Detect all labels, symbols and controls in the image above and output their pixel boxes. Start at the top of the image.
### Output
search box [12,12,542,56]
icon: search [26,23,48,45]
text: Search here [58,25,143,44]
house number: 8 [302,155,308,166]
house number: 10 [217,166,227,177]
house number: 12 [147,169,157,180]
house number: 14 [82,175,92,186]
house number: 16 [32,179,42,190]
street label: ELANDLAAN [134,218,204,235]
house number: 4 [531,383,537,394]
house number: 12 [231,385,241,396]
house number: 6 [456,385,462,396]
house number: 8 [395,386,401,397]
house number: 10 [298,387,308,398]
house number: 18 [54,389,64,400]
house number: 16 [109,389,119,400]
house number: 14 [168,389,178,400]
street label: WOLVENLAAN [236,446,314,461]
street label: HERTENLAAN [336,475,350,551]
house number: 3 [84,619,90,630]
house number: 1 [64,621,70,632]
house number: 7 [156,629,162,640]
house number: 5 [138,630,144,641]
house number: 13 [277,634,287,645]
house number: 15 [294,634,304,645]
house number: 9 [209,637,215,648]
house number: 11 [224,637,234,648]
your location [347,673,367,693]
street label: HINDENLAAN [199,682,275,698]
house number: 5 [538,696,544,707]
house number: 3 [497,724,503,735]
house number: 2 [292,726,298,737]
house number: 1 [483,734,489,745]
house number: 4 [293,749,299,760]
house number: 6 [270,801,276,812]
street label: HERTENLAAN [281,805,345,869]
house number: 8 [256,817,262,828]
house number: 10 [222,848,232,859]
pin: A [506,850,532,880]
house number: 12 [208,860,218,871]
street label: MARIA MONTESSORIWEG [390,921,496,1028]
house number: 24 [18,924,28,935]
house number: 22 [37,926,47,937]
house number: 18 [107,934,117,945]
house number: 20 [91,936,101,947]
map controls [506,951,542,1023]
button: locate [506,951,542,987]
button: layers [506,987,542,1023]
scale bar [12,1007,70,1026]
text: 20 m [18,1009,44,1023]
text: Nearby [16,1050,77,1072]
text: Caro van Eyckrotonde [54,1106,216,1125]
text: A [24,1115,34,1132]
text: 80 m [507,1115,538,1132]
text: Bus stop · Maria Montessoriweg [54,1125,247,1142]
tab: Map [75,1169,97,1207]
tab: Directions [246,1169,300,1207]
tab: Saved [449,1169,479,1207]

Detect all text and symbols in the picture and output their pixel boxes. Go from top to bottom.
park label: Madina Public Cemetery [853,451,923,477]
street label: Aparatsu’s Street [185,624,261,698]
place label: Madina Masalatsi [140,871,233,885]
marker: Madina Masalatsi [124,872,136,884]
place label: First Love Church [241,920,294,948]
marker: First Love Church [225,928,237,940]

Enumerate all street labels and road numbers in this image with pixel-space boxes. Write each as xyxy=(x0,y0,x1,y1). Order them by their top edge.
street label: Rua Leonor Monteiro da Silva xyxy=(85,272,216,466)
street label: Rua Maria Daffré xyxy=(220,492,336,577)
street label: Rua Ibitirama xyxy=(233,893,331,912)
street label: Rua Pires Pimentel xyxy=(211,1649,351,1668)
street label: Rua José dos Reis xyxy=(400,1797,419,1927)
⁂
Please copy every line from the entries that includes the word "Masalatsi".

### [Your response]
place label: Madina Masalatsi [140,871,233,885]
marker: Madina Masalatsi [124,872,136,884]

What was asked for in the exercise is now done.